DIRECTIONS FOR THIS TASK.
Will you quote precisely the lines that run from the top of the material below to the line containing "Serialize what can", both ends included?

STORED DATA.
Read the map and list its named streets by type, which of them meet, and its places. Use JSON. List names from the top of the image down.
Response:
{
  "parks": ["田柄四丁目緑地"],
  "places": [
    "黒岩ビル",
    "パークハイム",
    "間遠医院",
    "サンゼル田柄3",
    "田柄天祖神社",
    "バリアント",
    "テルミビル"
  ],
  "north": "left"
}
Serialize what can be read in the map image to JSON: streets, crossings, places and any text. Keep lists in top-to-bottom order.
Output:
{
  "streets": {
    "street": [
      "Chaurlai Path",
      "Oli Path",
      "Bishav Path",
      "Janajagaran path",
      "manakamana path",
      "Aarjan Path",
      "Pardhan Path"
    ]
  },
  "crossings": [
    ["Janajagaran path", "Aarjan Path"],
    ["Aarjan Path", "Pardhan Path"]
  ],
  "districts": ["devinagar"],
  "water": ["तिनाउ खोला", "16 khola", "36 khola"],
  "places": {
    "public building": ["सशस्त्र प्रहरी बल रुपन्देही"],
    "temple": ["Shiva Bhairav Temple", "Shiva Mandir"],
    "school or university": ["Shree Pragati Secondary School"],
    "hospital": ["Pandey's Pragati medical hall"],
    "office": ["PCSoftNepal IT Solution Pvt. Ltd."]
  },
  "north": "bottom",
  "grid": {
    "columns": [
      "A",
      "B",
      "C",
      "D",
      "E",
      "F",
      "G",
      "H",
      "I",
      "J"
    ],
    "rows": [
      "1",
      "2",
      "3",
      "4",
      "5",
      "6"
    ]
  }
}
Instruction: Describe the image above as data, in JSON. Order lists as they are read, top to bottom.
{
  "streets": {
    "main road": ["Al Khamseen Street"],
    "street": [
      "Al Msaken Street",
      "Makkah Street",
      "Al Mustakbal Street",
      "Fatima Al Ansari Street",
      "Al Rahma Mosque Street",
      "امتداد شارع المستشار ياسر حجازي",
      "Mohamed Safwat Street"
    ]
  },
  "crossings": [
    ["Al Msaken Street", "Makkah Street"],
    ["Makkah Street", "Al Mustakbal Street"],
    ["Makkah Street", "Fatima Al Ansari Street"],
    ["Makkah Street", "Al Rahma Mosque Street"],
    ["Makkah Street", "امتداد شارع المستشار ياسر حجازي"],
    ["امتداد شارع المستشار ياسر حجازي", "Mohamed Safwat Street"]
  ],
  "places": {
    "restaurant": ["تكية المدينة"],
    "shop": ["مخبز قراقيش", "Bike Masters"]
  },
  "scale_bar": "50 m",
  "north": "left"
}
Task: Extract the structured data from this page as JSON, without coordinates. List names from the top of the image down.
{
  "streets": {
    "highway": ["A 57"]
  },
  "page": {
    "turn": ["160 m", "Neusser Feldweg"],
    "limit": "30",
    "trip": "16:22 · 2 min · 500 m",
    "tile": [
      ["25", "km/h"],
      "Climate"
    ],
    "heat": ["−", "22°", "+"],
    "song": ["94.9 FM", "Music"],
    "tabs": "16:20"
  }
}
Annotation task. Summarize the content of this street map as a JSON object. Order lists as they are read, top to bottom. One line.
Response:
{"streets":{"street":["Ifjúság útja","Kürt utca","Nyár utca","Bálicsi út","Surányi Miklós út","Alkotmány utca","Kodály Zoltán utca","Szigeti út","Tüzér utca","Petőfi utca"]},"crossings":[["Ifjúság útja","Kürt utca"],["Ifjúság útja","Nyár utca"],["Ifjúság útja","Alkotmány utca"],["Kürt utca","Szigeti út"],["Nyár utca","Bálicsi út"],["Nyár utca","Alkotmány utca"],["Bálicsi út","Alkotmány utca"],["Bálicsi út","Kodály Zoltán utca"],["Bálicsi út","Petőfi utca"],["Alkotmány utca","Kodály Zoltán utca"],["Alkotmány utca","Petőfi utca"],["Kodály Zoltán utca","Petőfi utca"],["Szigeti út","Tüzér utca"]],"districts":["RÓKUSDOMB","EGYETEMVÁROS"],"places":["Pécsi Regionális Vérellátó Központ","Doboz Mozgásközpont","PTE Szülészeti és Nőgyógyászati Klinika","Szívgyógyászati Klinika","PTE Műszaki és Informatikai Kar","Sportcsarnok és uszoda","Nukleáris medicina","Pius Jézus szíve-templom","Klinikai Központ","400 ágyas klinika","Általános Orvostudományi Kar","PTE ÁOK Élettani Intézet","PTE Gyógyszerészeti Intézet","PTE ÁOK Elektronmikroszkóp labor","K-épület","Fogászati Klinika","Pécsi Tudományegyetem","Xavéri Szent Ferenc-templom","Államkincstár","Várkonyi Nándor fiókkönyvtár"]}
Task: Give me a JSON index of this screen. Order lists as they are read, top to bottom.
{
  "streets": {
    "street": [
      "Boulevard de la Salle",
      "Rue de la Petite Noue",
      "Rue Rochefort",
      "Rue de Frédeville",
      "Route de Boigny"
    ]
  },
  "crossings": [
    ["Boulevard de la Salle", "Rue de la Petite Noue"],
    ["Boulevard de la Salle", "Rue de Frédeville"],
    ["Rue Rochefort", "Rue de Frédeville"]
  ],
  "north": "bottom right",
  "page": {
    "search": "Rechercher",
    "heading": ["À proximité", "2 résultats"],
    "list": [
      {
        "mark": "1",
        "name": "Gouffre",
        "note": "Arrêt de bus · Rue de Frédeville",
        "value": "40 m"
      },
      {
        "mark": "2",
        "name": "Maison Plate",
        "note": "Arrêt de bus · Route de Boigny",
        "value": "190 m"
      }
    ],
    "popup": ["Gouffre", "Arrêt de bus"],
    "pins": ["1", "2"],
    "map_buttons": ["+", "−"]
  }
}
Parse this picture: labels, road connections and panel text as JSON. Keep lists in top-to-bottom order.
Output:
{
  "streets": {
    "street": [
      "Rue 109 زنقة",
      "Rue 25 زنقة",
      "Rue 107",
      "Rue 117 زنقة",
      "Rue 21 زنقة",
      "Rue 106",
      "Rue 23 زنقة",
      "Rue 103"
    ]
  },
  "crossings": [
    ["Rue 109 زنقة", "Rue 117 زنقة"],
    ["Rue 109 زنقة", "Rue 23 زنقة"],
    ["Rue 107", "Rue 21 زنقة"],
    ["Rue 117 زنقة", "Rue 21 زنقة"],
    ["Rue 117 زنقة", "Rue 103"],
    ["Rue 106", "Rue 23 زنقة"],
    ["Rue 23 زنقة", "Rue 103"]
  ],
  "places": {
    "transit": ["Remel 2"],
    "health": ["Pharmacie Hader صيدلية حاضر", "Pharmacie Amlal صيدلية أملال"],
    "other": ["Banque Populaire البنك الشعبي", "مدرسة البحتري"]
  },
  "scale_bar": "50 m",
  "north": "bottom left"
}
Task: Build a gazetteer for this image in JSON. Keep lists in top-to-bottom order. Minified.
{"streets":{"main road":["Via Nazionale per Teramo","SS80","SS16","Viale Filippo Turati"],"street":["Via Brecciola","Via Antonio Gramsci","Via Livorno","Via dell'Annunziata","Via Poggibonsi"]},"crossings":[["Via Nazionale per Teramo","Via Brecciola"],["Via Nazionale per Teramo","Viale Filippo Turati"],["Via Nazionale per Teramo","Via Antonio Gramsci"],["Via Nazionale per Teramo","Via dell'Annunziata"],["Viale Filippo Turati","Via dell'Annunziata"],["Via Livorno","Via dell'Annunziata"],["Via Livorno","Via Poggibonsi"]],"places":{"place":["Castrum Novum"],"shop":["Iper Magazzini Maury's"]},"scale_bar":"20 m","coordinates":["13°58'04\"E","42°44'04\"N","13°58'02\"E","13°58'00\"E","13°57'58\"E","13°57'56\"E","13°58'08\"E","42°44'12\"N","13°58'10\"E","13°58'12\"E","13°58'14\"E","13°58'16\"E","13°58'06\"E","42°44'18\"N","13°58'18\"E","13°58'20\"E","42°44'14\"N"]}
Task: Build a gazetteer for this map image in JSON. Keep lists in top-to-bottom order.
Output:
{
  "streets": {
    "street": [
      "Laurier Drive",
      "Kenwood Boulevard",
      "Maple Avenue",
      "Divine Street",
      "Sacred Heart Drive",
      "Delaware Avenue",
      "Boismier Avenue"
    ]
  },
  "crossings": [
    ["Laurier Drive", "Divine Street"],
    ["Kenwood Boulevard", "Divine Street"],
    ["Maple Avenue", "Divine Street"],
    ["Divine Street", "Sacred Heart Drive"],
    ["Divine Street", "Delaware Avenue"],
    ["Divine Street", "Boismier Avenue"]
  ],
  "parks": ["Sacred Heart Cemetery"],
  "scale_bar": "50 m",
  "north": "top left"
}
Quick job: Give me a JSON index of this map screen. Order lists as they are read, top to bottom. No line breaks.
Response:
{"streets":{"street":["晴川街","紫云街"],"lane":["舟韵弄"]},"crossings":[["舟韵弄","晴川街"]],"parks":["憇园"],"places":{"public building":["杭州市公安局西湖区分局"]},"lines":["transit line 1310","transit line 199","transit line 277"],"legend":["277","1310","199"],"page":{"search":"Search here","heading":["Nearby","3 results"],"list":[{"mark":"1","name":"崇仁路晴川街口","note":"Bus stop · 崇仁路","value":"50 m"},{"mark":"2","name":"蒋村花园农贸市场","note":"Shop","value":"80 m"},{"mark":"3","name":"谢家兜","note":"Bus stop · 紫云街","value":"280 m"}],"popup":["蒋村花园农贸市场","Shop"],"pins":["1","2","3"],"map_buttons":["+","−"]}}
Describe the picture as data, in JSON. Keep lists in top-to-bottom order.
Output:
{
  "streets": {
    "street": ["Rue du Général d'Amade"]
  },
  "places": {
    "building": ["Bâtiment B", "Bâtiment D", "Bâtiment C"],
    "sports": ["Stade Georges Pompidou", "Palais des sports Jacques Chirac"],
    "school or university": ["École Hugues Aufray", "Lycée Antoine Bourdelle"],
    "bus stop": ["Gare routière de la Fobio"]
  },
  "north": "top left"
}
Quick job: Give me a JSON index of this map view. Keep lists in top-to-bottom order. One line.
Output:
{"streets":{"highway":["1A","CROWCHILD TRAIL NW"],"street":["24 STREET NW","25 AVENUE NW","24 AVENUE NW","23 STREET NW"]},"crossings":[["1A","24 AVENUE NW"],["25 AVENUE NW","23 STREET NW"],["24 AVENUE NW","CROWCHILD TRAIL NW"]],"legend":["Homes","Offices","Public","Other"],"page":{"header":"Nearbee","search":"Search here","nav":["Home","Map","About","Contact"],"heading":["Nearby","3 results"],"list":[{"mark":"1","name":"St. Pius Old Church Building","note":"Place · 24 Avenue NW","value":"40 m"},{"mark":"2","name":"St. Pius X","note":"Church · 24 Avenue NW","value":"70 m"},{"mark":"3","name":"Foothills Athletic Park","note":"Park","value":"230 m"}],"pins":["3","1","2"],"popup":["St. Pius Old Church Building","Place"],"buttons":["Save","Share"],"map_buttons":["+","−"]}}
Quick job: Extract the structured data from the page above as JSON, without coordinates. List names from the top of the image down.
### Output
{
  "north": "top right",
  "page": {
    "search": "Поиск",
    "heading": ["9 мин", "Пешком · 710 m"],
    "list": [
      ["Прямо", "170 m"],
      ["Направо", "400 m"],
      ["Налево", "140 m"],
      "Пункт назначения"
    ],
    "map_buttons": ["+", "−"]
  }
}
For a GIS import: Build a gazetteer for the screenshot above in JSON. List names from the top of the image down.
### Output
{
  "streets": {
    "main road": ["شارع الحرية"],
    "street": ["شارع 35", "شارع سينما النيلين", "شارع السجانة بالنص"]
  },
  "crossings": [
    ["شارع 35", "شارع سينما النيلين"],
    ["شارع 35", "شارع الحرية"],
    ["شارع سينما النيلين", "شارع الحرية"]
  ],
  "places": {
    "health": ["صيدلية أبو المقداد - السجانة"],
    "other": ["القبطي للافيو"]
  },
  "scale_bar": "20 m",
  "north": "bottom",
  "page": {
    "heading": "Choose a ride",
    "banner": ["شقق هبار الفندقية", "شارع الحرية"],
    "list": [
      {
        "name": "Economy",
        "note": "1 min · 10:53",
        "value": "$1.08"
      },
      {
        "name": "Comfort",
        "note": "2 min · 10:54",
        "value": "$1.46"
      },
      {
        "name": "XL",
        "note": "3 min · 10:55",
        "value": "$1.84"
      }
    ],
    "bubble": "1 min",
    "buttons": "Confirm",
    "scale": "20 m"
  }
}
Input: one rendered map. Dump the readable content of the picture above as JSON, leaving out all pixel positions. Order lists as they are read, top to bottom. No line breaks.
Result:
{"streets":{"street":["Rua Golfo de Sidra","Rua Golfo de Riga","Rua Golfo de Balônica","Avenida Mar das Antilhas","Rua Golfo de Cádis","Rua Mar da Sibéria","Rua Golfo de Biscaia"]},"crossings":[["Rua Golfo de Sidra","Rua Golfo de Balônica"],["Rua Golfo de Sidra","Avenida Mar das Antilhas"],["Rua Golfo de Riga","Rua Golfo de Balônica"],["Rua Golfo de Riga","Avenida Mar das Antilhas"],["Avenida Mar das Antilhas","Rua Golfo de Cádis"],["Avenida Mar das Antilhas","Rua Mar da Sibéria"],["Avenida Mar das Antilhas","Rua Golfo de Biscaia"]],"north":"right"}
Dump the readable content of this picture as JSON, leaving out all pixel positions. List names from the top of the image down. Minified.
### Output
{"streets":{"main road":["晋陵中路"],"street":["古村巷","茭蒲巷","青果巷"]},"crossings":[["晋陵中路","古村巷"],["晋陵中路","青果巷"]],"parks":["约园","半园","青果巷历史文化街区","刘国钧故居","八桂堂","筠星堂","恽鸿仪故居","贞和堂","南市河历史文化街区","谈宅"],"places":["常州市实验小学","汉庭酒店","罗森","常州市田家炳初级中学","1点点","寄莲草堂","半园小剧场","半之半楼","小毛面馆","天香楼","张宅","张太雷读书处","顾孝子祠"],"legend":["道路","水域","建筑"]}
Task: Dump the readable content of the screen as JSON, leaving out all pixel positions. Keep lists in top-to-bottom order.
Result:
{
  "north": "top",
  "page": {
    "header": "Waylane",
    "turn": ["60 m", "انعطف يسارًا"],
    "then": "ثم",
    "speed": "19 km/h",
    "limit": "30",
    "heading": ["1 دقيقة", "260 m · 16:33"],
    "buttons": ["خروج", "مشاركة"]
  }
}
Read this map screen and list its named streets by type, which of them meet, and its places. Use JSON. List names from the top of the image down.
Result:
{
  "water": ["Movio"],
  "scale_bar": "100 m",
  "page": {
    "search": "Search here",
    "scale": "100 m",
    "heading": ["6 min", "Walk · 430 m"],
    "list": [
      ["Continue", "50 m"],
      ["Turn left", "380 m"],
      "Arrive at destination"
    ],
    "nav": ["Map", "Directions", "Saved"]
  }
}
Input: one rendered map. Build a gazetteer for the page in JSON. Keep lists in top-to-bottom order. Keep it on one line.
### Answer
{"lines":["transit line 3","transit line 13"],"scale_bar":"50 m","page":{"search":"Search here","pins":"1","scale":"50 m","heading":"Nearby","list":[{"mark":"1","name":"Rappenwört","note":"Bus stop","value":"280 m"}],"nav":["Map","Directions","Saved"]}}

EXERCISE ANSWER.
Read the map and list its named streets by type, which of them meet, and its places. Use JSON. List names from the top of the image down.
Response:
{
  "parks": ["田柄四丁目緑地"],
  "places": [
    "黒岩ビル",
    "パークハイム",
    "間遠医院",
    "サンゼル田柄3",
    "田柄天祖神社",
    "バリアント",
    "テルミビル"
  ],
  "north": "left"
}
Serialize what can be read in the map image to JSON: streets, crossings, places and any text. Keep lists in top-to-bottom order.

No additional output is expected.